The value where f(x) = 0 should be around `0.408`

In [1]:
# Help from this link https://www.math.ubc.ca/~pwalls/math-python/roots-optimization/bisection/

In [80]:
import numpy as np
import pandas as pd
from sklearn import linear_model
import statsmodels.api as sm
import matplotlib.pyplot as plt

In [2]:
def bisect(f, lower, upper, tol):

    if f(lower)*f(upper) >= 0:
        print("Bisection method fails")
        return None

    a = lower
    b = upper

    for n in range(1, tol+1):
        m_n = (a + b)/2
        f_m_n = f(m_n)

        if f(a) * f_m_n < 0:
            a = a
            b = m_n

        elif f(b) * f_m_n < 0:
            a = m_n
            b = b

        elif f_m_n == 0:
            print("Found exact solution.")
            return m_n

        else:
            print("Bisection method fails.")
            return None

    return (a + b)/2

f = lambda x: np.sin(4 * (x - 1/4)) + x + x**20 - 1
res = bisect(f,-1,2, 100)
res


Found exact solution.


0.40829350427936706

# 1.2 (stretch) Recursive Bisect

Write a recursive version of the bisection algorithm

# 2.1 Movies Regression

Write the best linear regression model you can on the [Movies Dataset](https://www.kaggle.com/rounakbanik/the-movies-dataset?select=ratings.csv) to predict the profitability of a movie (revenue - budget). Maintain the interpretability of the model.

Few notes:

1. Clean your data! Movies where the budget or revenue are invalid should be thrown out

2. Be creative with feature engineering. You can include processing to one-hot encode the type of movie, etc.
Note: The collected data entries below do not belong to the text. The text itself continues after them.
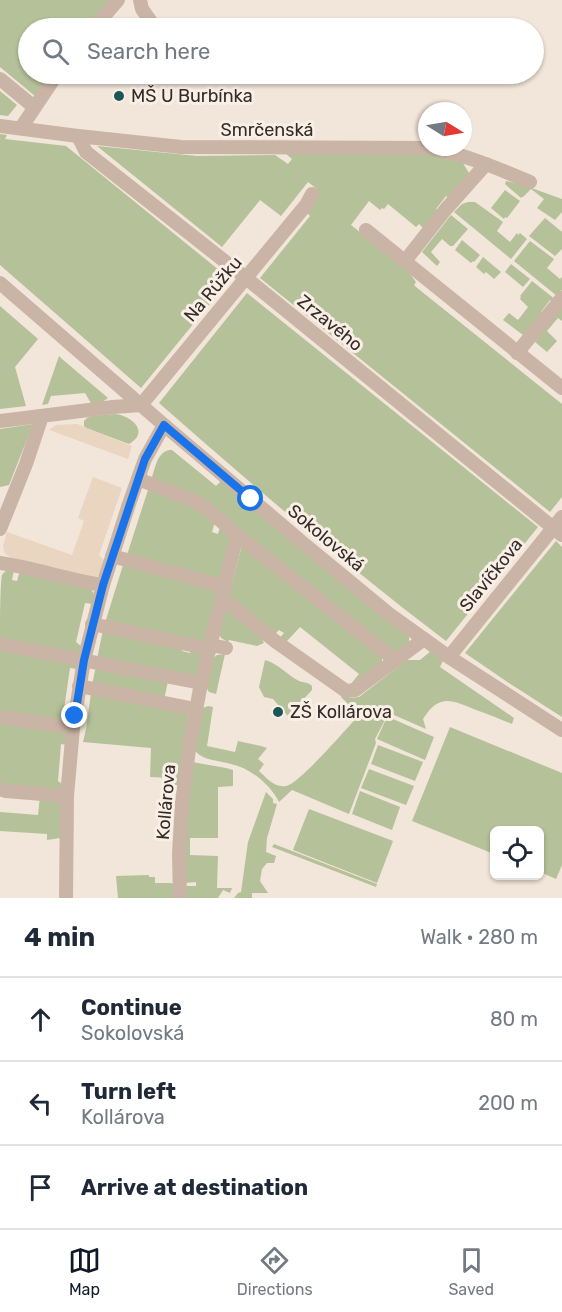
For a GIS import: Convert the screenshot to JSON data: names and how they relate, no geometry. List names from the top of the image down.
{
  "streets": {
    "street": [
      "Smrčenská",
      "Na Růžku",
      "Zrzavého",
      "Sokolovská",
      "Slavíčkova",
      "Kollárova"
    ]
  },
  "crossings": [
    ["Smrčenská", "Zrzavého"],
    ["Na Růžku", "Zrzavého"],
    ["Na Růžku", "Sokolovská"],
    ["Zrzavého", "Slavíčkova"],
    ["Sokolovská", "Slavíčkova"]
  ],
  "places": ["MŠ U Burbínka", "ZŠ Kollárova"],
  "north": "right",
  "page": {
    "search": "Search here",
    "heading": ["4 min", "Walk · 280 m"],
    "list": [
      ["Continue", "Sokolovská", "80 m"],
      ["Turn left", "Kollárova", "200 m"],
      "Arrive at destination"
    ],
    "nav": ["Map", "Directions", "Saved"]
  }
}
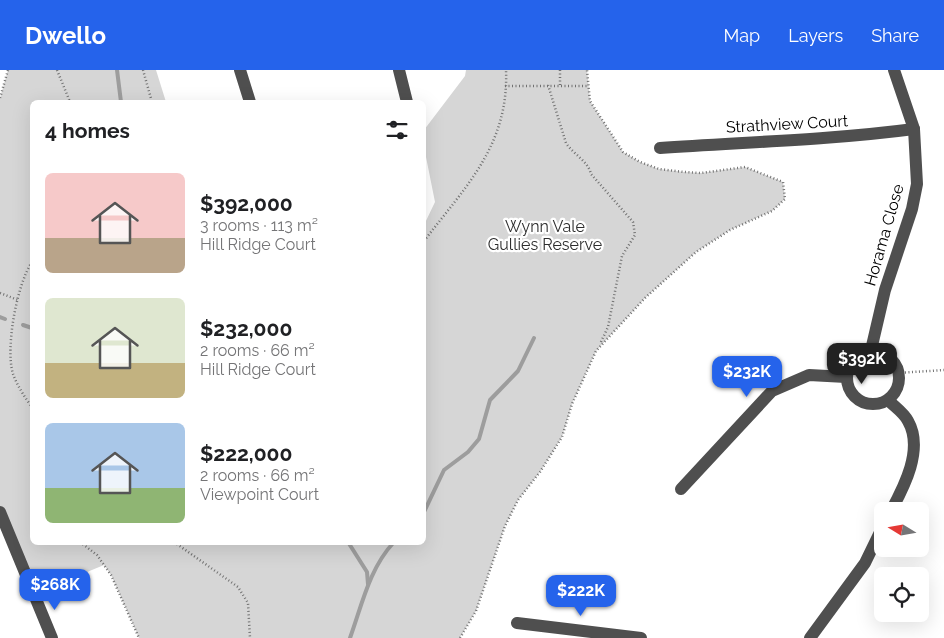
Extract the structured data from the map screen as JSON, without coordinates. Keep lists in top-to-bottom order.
{
  "streets": {
    "street": ["Strathview Court", "Horama Close"]
  },
  "crossings": [
    ["Strathview Court", "Horama Close"]
  ],
  "parks": ["Wynn Vale Gullies Reserve"],
  "north": "left",
  "page": {
    "header": "Dwello",
    "nav": ["Map", "Layers", "Share"],
    "heading": "4 homes",
    "list": [
      {
        "name": "$392,000",
        "note": "3 rooms · 113 m² · Hill Ridge Court"
      },
      {
        "name": "$232,000",
        "note": "2 rooms · 66 m² · Hill Ridge Court"
      },
      {
        "name": "$222,000",
        "note": "2 rooms · 66 m² · Viewpoint Court"
      }
    ],
    "price": [
      "$392K",
      "$232K",
      "$268K",
      "$222K"
    ]
  }
}
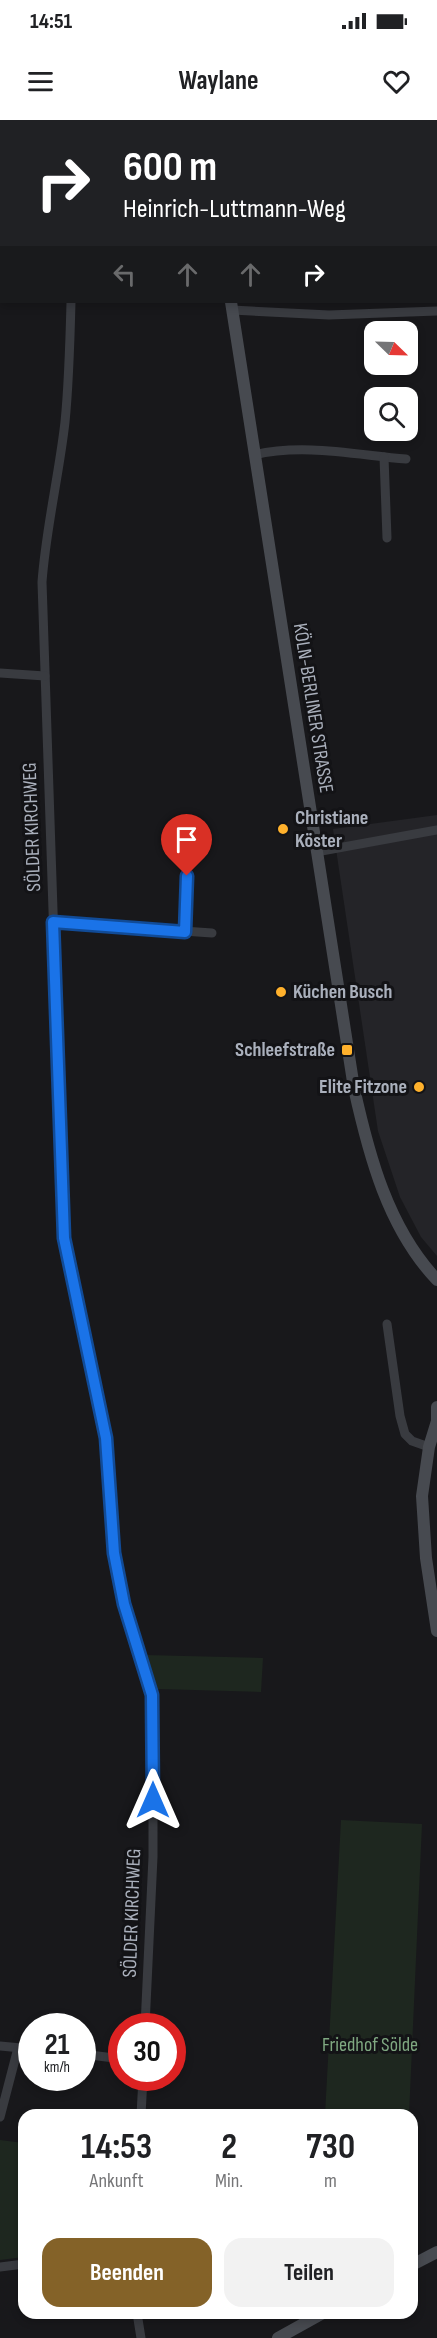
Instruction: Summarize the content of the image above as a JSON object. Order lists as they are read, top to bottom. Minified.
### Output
{"streets":{"main road":["KÖLN-BERLINER STRASSE"],"street":["SÖLDER KIRCHWEG"]},"parks":["Friedhof Sölde"],"places":{"other":["Christiane Köster","Küchen Busch","Elite Fitzone"],"transit":["Schleefstraße"]},"north":"bottom right","page":{"status":"14:51","header":"Waylane","turn":["600 m","Heinrich-Luttmann-Weg"],"speed":"21 km/h","limit":"30","eta":["14:53","Ankunft","2","Min.","730","m"],"buttons":["Beenden","Teilen"]}}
3. The model should be useful for someone **who is thinking about making a movie**. So features like the popularity can't be used. You could, however, use the ratings to figure out if making "good" or "oscar bait" movies is a profitable strategy.

In [None]:
# Help in various places from this link, mainly data clean/prep
# https://www.kaggle.com/hyejinjeon/predicting-movie-success-dense-neural-network

# Data Prep

In [179]:
df = pd.read_csv('/Users/kalebmckenzie/Documents/GitHub/3-5-optimization/movies_metadata.csv')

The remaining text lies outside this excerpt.